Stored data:

──────

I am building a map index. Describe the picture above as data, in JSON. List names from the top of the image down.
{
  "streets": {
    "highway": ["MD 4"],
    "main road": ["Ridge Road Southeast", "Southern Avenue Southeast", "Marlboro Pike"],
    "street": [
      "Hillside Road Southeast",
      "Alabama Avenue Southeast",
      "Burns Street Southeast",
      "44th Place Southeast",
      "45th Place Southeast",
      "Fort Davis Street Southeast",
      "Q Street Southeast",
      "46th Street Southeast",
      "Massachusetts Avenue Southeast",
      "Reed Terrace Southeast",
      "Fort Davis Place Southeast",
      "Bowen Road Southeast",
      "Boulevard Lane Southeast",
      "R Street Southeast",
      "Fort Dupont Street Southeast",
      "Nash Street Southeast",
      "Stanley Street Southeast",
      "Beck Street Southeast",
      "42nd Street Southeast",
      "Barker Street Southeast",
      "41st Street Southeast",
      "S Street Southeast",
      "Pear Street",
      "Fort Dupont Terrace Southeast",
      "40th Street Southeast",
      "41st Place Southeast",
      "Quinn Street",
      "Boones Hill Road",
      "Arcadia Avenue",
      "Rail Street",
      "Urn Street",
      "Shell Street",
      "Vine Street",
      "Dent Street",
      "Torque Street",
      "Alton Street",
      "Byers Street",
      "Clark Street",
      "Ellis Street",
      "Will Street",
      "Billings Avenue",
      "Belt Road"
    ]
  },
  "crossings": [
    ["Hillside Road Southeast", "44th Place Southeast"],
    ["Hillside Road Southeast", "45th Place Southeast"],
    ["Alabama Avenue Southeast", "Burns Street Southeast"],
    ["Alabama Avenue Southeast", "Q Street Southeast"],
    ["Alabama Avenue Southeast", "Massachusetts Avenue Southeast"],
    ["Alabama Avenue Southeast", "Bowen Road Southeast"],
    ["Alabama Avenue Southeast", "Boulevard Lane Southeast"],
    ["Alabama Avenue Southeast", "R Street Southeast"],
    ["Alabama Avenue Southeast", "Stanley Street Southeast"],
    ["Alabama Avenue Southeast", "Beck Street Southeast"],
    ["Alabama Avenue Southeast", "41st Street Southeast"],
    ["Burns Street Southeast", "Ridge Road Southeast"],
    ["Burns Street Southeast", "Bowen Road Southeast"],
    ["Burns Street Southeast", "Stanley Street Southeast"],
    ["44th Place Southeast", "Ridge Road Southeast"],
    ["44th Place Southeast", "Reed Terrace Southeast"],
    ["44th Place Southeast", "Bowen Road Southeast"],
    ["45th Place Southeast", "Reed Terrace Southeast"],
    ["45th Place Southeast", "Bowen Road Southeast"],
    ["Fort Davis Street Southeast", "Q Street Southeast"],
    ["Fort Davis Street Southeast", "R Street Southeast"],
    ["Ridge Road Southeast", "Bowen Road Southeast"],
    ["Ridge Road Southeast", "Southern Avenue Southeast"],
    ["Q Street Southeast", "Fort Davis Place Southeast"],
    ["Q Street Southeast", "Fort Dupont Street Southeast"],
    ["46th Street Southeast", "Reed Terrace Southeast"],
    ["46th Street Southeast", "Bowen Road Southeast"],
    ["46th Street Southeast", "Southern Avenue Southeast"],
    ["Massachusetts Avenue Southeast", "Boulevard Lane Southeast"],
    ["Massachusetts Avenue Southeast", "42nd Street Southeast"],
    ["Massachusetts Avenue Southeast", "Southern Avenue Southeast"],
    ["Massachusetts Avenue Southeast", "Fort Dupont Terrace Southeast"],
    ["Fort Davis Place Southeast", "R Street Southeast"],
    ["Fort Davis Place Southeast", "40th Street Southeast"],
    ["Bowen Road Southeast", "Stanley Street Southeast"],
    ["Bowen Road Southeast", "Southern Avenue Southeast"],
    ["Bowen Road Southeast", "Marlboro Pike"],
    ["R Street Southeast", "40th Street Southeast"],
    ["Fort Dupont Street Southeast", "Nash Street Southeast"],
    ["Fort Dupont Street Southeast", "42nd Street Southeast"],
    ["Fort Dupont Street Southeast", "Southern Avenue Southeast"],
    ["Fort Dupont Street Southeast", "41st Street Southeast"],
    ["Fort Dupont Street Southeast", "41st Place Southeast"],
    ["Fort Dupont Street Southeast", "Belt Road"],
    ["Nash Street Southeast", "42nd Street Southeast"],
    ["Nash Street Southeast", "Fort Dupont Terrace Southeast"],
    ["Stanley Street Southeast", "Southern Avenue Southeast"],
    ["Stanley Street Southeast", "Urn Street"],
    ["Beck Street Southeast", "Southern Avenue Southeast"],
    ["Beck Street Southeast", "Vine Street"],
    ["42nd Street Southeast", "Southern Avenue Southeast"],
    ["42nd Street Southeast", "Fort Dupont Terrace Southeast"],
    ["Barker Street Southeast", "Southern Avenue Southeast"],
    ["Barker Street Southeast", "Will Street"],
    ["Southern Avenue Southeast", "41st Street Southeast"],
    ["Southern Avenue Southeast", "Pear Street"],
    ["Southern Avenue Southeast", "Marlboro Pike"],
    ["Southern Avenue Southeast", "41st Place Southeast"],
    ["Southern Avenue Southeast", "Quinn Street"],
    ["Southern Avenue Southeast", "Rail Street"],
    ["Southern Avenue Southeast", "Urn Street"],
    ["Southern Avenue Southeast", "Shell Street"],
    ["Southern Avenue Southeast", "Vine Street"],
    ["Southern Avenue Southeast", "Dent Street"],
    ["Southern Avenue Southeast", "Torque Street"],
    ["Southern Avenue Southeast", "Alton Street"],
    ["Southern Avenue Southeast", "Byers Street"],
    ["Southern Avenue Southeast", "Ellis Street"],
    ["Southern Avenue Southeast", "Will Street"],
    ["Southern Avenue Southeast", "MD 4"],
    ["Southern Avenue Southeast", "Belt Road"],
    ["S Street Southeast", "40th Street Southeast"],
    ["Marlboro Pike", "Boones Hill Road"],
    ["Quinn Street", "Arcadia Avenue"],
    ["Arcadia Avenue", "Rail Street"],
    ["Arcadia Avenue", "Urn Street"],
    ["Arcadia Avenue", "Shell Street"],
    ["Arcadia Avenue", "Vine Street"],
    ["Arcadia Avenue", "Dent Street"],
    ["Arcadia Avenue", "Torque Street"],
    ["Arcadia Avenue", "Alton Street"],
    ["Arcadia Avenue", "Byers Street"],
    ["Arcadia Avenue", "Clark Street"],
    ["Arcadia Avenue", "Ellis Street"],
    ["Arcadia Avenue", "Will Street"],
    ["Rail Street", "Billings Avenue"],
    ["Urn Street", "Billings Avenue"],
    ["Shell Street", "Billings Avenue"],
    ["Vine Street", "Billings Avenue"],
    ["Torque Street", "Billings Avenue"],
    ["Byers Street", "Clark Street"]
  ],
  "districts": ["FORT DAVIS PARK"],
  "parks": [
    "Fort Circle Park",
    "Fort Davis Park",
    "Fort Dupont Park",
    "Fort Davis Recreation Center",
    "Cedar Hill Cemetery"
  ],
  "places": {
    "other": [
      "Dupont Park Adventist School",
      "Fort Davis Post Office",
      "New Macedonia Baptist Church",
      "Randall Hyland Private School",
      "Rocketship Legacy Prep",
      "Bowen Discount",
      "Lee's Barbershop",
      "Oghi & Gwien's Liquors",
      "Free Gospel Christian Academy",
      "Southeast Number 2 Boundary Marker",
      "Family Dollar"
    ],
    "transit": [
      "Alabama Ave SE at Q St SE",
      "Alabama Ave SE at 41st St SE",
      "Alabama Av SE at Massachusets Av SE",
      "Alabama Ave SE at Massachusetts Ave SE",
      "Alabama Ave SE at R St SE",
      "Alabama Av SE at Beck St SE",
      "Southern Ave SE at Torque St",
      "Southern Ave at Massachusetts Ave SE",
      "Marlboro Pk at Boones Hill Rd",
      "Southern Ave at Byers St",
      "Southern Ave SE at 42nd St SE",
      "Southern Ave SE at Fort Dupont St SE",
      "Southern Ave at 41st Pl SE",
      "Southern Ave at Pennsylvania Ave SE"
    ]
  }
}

──────

> **WHAT THIS TASK INVOLVES**: Scan the records for the string "Ellis". Copy each line in which it appears.

> **SOLUTION**:
      "Ellis Street",
    ["Southern Avenue Southeast", "Ellis Street"],
    ["Arcadia Avenue", "Ellis Street"],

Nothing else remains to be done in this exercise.